"""

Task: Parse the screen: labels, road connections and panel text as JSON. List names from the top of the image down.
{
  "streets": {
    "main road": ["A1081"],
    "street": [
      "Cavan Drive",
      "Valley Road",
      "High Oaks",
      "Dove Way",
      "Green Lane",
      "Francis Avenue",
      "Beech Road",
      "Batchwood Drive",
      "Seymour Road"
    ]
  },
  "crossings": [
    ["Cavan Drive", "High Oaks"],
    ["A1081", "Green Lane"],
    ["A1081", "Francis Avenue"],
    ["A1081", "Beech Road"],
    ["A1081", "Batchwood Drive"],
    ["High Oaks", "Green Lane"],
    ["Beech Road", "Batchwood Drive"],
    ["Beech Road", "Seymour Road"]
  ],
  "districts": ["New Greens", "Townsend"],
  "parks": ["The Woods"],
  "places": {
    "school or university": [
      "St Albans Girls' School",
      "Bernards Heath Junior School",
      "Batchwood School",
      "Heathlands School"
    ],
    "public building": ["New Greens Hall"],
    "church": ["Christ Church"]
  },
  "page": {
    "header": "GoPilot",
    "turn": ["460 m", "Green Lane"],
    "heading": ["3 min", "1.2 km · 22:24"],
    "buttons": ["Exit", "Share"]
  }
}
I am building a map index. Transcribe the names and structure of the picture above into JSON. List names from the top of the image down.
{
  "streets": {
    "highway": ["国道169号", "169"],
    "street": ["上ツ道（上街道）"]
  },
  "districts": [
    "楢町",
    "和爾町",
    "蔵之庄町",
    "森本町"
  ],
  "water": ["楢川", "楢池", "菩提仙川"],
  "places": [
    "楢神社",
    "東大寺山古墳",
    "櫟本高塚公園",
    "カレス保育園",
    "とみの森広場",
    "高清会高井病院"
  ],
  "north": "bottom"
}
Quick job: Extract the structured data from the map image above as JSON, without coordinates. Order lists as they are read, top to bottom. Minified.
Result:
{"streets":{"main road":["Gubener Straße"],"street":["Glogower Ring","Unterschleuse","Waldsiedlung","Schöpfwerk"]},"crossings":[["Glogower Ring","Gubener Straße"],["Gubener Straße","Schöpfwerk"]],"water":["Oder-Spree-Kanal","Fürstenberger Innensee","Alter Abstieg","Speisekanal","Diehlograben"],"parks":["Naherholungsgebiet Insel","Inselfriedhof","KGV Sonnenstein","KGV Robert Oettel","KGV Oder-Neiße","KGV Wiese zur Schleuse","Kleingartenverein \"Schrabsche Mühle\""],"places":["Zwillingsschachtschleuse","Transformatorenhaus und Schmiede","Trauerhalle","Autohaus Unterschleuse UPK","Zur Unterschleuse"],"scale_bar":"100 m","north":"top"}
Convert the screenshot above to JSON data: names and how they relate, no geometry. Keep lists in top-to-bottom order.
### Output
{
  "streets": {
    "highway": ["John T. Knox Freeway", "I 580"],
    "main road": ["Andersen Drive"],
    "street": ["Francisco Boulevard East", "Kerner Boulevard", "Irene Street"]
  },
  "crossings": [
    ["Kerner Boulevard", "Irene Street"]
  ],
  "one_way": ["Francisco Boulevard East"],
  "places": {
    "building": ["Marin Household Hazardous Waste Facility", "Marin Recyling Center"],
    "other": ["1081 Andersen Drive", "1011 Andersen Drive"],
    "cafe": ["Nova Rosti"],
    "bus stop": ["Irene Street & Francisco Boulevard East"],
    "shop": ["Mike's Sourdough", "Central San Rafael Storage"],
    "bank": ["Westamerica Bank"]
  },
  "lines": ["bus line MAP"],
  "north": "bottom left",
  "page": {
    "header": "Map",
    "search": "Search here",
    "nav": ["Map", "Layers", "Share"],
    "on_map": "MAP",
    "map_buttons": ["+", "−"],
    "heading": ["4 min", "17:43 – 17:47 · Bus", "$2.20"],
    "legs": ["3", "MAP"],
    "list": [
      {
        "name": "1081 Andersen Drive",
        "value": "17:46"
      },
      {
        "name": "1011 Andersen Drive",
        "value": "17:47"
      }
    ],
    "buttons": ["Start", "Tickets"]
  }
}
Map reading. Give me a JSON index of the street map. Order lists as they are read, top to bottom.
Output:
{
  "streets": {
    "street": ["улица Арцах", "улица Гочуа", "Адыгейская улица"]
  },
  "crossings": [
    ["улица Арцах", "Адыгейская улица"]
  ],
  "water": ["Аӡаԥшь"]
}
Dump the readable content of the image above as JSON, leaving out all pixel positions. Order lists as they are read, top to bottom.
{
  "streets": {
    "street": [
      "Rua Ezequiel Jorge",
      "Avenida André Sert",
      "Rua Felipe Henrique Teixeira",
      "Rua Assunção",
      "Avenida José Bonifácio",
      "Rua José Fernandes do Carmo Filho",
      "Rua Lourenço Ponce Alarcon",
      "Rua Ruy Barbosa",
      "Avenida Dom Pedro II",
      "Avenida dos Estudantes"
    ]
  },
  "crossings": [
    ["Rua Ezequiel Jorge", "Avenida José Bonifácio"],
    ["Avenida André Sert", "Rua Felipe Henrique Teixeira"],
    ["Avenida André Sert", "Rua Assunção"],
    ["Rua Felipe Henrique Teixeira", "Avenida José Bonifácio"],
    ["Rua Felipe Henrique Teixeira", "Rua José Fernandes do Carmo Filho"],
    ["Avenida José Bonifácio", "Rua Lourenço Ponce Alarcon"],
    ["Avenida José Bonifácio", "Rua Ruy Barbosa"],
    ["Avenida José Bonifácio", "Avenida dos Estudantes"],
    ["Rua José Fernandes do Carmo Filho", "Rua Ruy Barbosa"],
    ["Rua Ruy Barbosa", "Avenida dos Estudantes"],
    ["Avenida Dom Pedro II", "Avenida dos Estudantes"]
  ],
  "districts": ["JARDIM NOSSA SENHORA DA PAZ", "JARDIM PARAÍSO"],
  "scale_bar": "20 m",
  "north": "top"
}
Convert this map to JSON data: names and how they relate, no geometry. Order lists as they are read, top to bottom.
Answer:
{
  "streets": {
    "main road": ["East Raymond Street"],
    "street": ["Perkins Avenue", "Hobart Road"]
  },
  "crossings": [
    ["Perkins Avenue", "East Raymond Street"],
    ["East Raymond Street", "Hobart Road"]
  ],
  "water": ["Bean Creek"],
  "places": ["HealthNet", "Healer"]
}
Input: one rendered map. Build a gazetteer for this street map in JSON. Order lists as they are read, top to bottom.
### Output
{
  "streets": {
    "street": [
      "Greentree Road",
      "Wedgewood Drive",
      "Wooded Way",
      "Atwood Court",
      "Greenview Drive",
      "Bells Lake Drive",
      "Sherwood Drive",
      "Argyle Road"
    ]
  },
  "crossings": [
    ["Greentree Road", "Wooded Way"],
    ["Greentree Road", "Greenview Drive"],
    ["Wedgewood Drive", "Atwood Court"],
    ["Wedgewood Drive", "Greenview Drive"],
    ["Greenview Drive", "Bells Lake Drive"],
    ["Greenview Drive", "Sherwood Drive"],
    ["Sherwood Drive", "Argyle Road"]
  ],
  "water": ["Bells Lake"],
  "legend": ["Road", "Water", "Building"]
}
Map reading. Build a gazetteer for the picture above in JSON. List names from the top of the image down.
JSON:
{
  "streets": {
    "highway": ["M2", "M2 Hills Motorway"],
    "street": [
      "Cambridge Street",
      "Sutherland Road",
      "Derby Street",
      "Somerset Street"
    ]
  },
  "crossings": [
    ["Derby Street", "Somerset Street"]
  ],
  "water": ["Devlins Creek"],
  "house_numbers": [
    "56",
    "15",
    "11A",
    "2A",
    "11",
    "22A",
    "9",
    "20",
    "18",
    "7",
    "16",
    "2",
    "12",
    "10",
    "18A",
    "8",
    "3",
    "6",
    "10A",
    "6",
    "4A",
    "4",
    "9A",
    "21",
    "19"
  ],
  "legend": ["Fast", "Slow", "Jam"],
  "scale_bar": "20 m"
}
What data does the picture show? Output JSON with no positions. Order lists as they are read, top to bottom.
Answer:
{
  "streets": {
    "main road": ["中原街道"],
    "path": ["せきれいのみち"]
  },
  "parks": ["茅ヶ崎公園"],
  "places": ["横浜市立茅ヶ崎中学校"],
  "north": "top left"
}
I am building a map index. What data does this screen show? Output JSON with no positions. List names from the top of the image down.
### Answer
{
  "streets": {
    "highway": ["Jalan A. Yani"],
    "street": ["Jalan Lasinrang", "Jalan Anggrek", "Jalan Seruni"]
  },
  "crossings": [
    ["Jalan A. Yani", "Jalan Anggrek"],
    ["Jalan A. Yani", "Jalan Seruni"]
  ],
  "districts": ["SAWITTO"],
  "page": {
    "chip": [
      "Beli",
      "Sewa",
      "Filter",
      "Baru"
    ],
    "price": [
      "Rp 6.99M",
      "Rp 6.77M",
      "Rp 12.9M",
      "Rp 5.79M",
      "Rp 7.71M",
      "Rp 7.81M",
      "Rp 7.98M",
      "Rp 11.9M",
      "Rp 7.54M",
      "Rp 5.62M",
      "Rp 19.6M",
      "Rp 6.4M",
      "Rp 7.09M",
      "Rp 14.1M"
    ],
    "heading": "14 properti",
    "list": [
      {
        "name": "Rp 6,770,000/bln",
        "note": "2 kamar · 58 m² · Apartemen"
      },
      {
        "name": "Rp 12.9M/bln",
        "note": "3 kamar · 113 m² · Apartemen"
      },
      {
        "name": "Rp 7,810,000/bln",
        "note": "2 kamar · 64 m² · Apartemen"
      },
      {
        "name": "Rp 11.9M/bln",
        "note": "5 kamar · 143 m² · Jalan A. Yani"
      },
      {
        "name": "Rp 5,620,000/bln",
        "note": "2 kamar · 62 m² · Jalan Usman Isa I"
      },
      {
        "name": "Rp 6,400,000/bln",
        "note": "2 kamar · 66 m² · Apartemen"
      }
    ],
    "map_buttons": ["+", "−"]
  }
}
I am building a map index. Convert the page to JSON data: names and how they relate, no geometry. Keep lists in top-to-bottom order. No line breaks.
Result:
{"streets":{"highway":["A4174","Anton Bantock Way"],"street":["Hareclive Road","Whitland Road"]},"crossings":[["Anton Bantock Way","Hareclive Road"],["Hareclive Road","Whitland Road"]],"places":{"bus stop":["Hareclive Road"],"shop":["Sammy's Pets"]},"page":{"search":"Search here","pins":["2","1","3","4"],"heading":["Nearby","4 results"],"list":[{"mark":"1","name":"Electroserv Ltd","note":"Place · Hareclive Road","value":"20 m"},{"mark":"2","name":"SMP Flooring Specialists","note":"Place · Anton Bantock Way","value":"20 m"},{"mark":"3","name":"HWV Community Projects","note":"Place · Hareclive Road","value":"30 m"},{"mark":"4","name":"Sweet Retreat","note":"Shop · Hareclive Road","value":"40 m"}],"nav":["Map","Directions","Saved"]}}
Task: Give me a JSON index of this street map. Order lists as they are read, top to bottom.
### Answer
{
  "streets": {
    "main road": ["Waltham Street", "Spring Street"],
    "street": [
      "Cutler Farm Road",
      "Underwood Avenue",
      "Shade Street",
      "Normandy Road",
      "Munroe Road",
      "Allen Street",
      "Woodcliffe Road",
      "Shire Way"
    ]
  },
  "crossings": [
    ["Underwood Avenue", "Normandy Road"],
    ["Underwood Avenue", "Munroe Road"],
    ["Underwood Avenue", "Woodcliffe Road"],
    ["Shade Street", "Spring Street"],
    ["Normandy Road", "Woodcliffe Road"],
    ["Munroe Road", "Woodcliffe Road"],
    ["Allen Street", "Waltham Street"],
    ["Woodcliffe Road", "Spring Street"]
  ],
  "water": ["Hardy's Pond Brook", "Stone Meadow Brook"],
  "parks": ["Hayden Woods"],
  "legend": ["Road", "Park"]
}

"""

_Exercise_:
Answer with one number, namely the count of lines in the entries that include the word "relate".

_Task answer_:
3